**Your objective**
Using the records that follow, work out the number of lines with the word "lineWidth" in them; reply with that number only.

((

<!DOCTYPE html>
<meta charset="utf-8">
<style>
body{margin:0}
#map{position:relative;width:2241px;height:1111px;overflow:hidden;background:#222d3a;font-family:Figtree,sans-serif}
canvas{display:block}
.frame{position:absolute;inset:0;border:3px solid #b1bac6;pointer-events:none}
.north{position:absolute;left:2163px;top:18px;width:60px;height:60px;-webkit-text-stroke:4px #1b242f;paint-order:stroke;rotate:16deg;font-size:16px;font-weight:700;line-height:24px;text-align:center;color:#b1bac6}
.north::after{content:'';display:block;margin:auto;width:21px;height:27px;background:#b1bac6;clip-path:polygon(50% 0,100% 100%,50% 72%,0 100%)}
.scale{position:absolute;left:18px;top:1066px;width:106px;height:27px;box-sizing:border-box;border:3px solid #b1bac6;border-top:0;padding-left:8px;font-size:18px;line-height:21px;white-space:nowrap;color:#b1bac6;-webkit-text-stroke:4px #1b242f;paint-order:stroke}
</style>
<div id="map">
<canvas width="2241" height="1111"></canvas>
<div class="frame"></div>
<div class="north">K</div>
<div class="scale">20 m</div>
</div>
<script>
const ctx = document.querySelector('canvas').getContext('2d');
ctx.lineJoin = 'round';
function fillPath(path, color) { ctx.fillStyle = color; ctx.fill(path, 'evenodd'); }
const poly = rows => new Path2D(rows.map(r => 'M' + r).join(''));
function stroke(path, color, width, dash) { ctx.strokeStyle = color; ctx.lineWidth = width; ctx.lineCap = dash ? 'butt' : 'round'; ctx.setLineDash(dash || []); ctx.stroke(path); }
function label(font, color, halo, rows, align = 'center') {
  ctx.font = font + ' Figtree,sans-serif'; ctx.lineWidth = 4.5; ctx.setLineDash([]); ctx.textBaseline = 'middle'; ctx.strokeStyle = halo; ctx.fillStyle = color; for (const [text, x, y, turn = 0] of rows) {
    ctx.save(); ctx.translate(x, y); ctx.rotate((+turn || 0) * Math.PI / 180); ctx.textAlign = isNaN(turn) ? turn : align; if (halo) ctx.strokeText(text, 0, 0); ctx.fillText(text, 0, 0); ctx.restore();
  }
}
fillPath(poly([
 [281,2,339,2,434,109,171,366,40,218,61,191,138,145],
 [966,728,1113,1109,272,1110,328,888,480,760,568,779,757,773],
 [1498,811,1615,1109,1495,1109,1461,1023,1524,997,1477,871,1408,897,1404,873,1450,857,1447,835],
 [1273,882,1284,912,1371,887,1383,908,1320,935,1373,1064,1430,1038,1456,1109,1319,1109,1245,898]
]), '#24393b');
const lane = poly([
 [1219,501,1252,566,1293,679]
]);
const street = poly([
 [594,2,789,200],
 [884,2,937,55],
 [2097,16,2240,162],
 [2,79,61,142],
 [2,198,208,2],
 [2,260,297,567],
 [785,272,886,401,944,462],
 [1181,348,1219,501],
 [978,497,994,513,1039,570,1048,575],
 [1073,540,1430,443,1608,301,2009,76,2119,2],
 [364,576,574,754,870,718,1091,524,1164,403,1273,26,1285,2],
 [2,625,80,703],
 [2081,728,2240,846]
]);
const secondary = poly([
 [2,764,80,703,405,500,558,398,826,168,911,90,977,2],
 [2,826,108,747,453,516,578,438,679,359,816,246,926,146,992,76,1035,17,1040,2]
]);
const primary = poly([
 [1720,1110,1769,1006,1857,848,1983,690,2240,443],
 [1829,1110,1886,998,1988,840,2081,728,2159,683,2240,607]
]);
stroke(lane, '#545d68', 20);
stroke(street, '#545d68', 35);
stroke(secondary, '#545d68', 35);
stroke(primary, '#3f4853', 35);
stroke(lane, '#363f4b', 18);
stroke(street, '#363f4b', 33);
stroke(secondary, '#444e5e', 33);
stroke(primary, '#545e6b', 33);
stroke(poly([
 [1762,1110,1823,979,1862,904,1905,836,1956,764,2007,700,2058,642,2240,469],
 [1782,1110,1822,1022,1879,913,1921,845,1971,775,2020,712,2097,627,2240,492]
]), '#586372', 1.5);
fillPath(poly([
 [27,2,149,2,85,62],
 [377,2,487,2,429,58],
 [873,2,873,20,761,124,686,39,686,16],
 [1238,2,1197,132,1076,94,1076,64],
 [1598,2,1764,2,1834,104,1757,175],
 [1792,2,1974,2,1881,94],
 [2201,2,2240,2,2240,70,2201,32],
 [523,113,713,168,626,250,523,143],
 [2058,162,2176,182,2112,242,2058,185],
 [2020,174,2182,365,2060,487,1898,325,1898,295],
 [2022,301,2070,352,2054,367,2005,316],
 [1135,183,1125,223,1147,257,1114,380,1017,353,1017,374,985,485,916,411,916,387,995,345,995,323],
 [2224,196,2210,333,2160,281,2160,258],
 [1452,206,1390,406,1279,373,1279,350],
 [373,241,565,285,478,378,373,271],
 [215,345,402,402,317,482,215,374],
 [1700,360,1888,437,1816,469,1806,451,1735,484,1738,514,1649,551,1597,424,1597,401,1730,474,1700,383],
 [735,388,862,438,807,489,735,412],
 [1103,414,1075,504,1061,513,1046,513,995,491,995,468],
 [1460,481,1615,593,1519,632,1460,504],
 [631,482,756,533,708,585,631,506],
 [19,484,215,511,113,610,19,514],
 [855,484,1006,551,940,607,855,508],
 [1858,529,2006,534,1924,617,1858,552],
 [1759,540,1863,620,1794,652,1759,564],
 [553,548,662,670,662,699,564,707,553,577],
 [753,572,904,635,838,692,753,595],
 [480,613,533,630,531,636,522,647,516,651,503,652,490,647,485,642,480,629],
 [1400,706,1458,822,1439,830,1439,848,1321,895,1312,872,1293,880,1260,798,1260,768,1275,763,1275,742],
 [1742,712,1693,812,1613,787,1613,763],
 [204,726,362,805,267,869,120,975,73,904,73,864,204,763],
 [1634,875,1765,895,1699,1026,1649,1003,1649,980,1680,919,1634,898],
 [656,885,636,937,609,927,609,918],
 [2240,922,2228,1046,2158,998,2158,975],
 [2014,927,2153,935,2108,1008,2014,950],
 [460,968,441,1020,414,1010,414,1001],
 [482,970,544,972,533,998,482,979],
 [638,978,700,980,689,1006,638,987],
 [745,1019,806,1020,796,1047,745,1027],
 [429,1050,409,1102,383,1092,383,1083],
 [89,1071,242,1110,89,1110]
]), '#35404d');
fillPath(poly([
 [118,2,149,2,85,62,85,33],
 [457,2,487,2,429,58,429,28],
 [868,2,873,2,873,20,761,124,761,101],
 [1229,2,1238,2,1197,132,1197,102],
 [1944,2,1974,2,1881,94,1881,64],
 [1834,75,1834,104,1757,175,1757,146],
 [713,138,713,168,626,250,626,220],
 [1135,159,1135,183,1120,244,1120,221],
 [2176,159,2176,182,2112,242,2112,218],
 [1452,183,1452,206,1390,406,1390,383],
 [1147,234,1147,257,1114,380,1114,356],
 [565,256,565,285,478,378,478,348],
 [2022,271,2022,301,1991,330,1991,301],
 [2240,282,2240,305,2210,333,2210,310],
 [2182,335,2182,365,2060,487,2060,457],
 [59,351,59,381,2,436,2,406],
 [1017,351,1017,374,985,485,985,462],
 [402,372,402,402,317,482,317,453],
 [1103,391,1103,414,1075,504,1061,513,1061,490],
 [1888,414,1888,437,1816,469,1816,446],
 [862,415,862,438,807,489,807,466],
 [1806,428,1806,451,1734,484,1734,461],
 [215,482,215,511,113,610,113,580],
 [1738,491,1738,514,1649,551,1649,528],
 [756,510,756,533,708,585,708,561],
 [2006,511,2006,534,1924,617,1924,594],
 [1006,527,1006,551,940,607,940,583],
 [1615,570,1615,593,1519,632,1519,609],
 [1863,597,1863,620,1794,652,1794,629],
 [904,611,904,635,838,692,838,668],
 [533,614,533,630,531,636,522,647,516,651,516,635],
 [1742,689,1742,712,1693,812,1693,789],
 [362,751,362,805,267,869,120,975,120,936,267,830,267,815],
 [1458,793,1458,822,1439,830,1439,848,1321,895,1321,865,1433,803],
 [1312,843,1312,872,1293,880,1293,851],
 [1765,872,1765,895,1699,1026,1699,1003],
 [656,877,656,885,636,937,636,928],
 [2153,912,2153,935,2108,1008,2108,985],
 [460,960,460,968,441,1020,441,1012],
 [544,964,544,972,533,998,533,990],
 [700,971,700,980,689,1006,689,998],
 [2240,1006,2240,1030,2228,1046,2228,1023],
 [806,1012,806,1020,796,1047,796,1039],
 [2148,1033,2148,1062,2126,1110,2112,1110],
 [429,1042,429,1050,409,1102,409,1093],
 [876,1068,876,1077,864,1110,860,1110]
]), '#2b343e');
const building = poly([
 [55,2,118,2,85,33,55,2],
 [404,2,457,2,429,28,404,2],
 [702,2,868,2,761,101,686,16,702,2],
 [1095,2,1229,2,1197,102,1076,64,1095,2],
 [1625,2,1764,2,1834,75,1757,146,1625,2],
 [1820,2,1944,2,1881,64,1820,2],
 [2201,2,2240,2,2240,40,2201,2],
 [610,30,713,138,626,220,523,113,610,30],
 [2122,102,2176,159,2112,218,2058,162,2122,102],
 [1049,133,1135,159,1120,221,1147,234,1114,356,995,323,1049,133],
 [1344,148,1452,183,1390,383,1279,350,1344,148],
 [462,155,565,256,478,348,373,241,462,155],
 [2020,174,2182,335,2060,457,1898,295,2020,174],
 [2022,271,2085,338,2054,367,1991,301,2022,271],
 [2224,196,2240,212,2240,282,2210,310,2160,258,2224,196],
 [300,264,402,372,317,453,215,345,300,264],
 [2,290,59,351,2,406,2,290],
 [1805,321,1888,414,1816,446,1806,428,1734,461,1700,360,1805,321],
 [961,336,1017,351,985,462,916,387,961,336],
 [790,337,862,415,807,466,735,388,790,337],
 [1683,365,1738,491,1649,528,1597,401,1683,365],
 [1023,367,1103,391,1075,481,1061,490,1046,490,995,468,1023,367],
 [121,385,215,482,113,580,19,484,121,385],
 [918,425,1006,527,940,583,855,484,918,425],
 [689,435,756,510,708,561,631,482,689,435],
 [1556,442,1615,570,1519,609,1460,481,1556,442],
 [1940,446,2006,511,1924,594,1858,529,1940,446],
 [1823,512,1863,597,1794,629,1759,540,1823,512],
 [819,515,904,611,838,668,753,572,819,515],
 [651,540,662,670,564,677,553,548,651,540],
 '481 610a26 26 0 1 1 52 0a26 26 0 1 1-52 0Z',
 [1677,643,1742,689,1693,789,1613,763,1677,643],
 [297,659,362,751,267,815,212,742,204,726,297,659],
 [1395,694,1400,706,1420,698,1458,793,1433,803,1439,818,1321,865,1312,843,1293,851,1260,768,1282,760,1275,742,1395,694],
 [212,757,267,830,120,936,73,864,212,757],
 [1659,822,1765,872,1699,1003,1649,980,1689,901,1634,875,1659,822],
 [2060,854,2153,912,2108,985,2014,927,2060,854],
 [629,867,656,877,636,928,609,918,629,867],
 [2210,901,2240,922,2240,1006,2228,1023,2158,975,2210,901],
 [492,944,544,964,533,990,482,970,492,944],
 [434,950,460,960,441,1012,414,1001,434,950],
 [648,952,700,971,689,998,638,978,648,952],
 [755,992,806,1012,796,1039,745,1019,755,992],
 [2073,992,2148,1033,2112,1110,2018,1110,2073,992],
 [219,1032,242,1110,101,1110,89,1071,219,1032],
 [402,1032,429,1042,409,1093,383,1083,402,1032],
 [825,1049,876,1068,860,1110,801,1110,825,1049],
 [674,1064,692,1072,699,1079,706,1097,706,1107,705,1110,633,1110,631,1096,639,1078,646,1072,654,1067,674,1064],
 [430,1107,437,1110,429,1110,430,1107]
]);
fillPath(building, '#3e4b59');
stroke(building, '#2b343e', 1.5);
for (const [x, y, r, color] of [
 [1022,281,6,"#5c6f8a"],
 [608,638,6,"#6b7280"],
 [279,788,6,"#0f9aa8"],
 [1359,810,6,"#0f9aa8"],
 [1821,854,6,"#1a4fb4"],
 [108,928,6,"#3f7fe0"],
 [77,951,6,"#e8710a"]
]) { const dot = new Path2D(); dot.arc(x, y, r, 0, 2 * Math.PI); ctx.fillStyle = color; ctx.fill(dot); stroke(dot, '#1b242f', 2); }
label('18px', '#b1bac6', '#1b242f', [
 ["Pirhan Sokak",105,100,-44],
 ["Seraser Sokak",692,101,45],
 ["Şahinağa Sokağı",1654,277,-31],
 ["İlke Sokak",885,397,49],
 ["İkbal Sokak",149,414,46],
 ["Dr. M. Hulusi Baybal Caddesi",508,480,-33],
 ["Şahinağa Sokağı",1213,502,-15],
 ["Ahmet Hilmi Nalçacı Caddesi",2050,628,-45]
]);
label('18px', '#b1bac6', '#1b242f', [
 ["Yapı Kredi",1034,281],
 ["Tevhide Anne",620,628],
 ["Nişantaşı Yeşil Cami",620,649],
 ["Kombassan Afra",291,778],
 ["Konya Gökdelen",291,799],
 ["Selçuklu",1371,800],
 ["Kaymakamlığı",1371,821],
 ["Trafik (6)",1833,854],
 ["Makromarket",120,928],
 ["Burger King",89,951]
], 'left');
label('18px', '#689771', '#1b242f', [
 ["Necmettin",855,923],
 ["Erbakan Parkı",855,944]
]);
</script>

))

**Exercise result**
2